My point is, for the Arab people whose pro-democracy demonstrations ended with the fall of the regime or at least its head, they never regretted criticizing the regime or chanting the slogans they avoided chanting before the outbreak of the Arab Spring for fear of being arrested and sent to prison. 

However, for the Arab people whose revolution was like too much noise for nothing, and which failed to achieve most of its key demands, they wouldn’t have responded to the calls for protest had they suspected that their pro-change protests would keep the status quo as it was and would also lead a large number of protesters straight to prison.

In other words, when they became quite sure of the fact that the anti-regime protests no longer posed a real threat to their existence, many of the ruling establishments around the Arab world started to conduct a campaign of arrests against the pro-democracy activists who chanted slogans or gave speeches that were considered critical of the regime.

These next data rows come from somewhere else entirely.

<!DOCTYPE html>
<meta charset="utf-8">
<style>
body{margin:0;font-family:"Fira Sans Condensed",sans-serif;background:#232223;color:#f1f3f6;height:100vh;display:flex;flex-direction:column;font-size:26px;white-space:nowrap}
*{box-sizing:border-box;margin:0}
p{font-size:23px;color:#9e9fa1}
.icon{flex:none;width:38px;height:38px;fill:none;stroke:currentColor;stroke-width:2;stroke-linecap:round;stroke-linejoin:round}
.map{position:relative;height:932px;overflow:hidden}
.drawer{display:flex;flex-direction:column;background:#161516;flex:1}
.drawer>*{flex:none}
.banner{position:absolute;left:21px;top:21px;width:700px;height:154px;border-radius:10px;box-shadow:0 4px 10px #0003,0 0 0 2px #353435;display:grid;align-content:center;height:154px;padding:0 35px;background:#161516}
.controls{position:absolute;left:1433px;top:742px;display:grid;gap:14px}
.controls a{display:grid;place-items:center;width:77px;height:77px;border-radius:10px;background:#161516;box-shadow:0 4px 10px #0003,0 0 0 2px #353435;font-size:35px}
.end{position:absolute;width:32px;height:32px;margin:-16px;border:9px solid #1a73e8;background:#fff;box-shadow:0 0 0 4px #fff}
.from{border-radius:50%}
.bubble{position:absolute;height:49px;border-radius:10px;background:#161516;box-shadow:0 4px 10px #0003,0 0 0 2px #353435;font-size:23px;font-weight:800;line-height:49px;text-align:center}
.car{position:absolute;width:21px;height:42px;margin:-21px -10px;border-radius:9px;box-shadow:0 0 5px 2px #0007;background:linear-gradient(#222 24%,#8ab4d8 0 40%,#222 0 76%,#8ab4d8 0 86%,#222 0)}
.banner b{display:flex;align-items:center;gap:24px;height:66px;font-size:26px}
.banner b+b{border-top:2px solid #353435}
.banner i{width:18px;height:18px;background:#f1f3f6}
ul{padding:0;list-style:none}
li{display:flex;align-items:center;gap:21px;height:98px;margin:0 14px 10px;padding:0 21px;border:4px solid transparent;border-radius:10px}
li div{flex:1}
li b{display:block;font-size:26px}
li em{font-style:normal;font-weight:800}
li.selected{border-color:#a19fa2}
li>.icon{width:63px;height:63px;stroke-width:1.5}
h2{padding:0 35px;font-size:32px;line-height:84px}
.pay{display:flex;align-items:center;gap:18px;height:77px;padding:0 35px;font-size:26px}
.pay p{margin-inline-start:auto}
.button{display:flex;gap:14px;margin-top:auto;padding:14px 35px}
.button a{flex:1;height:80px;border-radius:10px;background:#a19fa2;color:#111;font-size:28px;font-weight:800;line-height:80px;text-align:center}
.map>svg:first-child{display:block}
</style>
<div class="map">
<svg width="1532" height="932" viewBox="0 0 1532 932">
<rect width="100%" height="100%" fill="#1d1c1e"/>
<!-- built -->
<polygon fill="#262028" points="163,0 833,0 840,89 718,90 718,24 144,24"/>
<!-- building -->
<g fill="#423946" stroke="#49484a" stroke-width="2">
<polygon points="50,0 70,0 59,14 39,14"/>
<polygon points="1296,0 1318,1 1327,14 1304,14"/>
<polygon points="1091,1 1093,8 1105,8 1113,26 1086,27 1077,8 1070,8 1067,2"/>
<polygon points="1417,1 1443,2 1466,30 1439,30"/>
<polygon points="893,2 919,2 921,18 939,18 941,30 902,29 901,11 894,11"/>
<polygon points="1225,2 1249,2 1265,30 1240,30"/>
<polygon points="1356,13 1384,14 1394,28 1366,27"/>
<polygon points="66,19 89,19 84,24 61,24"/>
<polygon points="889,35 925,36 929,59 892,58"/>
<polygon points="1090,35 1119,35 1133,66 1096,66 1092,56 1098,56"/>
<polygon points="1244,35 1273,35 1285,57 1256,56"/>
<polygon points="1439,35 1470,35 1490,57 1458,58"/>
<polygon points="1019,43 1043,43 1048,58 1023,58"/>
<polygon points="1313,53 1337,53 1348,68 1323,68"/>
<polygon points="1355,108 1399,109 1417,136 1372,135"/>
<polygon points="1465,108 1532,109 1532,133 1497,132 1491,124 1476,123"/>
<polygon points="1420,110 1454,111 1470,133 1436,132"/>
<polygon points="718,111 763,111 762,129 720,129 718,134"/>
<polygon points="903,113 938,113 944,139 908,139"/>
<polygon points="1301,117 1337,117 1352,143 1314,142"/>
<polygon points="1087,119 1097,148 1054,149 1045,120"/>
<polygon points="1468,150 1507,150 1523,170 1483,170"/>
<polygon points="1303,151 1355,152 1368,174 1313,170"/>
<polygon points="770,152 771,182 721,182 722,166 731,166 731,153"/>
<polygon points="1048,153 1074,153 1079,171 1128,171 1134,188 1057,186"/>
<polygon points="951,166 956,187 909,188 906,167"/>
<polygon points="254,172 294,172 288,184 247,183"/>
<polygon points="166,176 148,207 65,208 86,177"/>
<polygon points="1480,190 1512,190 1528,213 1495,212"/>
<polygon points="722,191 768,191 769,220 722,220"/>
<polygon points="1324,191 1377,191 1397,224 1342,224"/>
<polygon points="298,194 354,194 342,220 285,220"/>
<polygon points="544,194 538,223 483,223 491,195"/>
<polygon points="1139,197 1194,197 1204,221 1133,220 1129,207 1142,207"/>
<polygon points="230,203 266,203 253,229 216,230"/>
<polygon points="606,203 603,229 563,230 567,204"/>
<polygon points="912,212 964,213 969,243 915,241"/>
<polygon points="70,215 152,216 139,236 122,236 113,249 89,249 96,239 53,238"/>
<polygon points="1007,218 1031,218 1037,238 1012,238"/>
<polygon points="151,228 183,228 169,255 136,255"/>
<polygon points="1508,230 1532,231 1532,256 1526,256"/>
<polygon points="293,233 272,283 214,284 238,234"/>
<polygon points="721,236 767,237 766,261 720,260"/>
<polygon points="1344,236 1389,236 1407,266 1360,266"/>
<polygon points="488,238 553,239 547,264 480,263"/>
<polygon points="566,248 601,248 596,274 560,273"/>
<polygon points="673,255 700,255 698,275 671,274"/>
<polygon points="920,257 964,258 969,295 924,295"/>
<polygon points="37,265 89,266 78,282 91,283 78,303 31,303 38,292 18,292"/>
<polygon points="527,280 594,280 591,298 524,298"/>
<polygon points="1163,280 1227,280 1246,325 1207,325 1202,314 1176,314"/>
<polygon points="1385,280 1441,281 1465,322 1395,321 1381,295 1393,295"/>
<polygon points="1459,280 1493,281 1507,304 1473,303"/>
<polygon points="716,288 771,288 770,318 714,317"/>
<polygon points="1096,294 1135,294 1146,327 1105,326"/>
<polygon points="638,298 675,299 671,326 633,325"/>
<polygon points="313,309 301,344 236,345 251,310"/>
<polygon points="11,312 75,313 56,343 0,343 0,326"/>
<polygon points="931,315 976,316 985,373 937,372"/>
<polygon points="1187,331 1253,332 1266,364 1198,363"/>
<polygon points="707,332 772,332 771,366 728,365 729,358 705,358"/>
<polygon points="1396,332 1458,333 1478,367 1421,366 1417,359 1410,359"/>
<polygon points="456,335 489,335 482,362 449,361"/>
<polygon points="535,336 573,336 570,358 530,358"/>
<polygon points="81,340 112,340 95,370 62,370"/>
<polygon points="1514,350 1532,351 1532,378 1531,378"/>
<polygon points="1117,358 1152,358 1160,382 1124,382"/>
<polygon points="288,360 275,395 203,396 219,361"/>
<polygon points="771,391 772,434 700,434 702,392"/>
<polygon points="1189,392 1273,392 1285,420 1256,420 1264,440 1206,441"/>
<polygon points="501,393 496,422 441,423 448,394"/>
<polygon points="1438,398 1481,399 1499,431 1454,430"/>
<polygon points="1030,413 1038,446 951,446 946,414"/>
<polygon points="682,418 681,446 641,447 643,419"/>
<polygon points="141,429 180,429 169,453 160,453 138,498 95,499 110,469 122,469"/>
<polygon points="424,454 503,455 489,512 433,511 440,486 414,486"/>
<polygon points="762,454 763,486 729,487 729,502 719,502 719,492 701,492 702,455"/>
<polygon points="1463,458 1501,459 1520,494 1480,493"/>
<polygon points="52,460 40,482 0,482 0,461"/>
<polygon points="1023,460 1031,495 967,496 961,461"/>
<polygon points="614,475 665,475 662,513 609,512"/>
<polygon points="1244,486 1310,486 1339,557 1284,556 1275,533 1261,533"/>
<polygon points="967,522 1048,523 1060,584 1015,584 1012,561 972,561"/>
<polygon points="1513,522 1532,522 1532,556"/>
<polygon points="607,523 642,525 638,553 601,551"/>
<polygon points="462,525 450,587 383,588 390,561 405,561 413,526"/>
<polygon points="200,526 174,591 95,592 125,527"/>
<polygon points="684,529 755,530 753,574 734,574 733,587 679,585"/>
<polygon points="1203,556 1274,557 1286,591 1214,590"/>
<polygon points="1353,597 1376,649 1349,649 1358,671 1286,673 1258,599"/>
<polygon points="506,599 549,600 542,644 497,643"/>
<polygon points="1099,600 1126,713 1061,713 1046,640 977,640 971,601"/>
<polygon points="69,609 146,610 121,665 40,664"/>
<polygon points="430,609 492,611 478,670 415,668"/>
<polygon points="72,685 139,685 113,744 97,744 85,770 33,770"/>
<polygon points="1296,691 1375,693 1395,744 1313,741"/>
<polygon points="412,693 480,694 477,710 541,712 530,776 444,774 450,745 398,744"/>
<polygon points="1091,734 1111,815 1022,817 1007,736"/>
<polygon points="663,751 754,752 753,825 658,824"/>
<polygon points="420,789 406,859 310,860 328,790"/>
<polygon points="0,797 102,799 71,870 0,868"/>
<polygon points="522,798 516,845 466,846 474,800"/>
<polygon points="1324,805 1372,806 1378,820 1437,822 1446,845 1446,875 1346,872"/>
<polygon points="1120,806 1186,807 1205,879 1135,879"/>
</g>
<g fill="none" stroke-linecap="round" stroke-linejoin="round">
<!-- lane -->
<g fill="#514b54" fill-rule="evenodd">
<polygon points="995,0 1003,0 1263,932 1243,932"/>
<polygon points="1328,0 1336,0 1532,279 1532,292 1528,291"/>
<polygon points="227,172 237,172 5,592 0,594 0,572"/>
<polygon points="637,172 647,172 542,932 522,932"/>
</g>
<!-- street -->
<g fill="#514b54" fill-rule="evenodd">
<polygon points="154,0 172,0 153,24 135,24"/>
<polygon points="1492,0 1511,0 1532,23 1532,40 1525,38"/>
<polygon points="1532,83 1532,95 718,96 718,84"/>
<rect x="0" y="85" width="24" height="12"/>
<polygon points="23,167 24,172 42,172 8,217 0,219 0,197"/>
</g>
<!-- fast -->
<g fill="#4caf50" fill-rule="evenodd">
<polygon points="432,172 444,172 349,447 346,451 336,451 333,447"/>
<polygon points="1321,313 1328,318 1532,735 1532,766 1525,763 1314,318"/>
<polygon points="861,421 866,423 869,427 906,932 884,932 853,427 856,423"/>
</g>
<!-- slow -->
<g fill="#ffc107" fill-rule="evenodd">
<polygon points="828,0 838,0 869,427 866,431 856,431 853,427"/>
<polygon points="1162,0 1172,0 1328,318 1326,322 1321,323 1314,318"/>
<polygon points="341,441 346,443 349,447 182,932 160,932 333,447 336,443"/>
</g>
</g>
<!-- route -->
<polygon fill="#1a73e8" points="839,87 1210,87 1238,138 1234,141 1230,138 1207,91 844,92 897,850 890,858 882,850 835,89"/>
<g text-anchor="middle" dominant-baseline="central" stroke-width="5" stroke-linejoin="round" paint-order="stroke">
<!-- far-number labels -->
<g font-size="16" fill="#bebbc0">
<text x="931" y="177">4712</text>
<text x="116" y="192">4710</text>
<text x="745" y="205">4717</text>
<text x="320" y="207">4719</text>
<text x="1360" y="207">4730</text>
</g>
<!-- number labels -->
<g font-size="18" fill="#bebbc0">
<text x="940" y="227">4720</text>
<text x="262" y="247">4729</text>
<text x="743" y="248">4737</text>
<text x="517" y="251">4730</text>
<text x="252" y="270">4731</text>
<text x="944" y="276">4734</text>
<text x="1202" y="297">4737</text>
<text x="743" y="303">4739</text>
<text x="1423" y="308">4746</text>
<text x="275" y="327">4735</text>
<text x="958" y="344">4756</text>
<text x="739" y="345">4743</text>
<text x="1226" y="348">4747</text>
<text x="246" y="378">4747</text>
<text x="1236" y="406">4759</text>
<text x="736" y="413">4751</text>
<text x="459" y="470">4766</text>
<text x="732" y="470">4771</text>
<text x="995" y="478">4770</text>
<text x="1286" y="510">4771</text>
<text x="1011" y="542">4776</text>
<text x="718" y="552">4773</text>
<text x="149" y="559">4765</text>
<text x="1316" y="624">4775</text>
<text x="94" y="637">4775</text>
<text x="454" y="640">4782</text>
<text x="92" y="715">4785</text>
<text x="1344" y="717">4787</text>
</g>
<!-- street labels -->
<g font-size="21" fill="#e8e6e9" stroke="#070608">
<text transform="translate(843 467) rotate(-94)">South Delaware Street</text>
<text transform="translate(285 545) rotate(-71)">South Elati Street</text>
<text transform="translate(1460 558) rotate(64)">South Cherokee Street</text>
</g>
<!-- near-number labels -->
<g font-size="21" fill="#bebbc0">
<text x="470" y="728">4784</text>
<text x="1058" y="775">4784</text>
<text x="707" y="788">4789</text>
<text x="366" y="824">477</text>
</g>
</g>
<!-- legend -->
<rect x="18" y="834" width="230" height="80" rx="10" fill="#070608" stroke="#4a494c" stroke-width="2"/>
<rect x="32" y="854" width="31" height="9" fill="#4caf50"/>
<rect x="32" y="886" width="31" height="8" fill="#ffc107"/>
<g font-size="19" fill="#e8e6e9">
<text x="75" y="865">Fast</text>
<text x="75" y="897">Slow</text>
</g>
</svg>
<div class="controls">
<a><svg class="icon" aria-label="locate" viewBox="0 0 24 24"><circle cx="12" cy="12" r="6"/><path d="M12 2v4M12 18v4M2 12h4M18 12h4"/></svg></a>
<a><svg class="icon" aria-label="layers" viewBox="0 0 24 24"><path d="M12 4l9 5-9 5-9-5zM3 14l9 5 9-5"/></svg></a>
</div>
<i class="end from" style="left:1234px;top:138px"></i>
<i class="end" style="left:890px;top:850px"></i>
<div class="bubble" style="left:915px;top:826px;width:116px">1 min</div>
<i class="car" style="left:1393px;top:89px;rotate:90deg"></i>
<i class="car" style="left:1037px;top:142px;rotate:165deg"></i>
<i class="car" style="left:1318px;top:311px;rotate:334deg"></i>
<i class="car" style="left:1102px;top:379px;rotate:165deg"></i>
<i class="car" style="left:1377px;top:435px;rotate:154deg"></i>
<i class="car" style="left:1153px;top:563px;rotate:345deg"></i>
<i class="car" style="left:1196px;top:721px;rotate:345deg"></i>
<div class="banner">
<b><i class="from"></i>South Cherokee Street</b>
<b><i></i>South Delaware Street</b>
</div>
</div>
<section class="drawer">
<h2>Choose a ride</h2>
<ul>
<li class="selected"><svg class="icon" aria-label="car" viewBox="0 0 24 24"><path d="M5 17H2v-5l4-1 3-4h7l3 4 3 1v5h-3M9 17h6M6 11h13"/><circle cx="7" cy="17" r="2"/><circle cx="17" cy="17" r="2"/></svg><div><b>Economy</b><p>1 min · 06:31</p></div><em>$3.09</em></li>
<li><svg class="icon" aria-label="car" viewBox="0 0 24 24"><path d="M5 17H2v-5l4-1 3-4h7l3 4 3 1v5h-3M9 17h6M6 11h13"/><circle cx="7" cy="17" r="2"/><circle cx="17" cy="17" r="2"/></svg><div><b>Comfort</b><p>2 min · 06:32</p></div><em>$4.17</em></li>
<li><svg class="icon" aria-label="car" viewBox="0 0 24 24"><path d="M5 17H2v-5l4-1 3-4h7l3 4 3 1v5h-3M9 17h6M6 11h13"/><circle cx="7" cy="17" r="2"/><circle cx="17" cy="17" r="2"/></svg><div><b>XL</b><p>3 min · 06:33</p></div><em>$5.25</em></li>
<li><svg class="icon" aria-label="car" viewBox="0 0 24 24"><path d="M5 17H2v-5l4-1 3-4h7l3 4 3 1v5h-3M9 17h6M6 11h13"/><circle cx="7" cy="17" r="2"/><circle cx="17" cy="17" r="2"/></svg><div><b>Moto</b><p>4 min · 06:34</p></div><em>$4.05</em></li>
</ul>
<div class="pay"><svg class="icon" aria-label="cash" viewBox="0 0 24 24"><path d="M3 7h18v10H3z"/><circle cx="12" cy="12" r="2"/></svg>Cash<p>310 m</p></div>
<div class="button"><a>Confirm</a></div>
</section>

Take Moroccans as an example in point. They have every reason to regret thinking the Arab Spring had torn down their barriers of fear, including the fear of criticizing the ruling elite. One reason is that the latter took several measures to regain the veneration and respect it lost during the days the Arab Spring spent in Morocco. It didn’t turn to those measures till it managed to weather the storms of the Arab Spring. One result was the trial of almost all the activists of the Moroccan Spring who leveled criticism at the regime.

Abdessamad El Hidour is an example of the many youths of the February 20th movement who were not arrested for being disrespectful towards King Mohamed VI until the regime managed to survive the dangers of the Arab Spring, when he was sentenced to three years in prison for sharply criticizing the monarchy on a YouTube video.

Like many others, Abdessamad El Hidour had the courage to criticize the North African kingdom simply because he thought the February 20th movement had marked the birth of a Morocco totally different from that of yesteryear, particularly when it came to Moroccans’ right to express what was in their minds without restriction.

There is no doubt that he would had avoided hitting out at the king if he had been aware of the fact that allowing Moroccans to trespass the red-lines shortly after the outbreak of pro-change protests around Morocco was just a tactic the regime employed to stay alive.

Many reasons lie behind the loss of momentum of the February 20th movement. One is that its leaders and strong supporters were unaware of methods the Moroccan regime would take to contain the movement’s nation-wide protests. That, of course, includes the fact that the regime let Moroccan Spring protesters trespass the red-lines, not as a choice, but as a tactic for survival. Otherwise, it wouldn’t have jailed many of them after it succeeded in weathering the Arab Spring’s storms.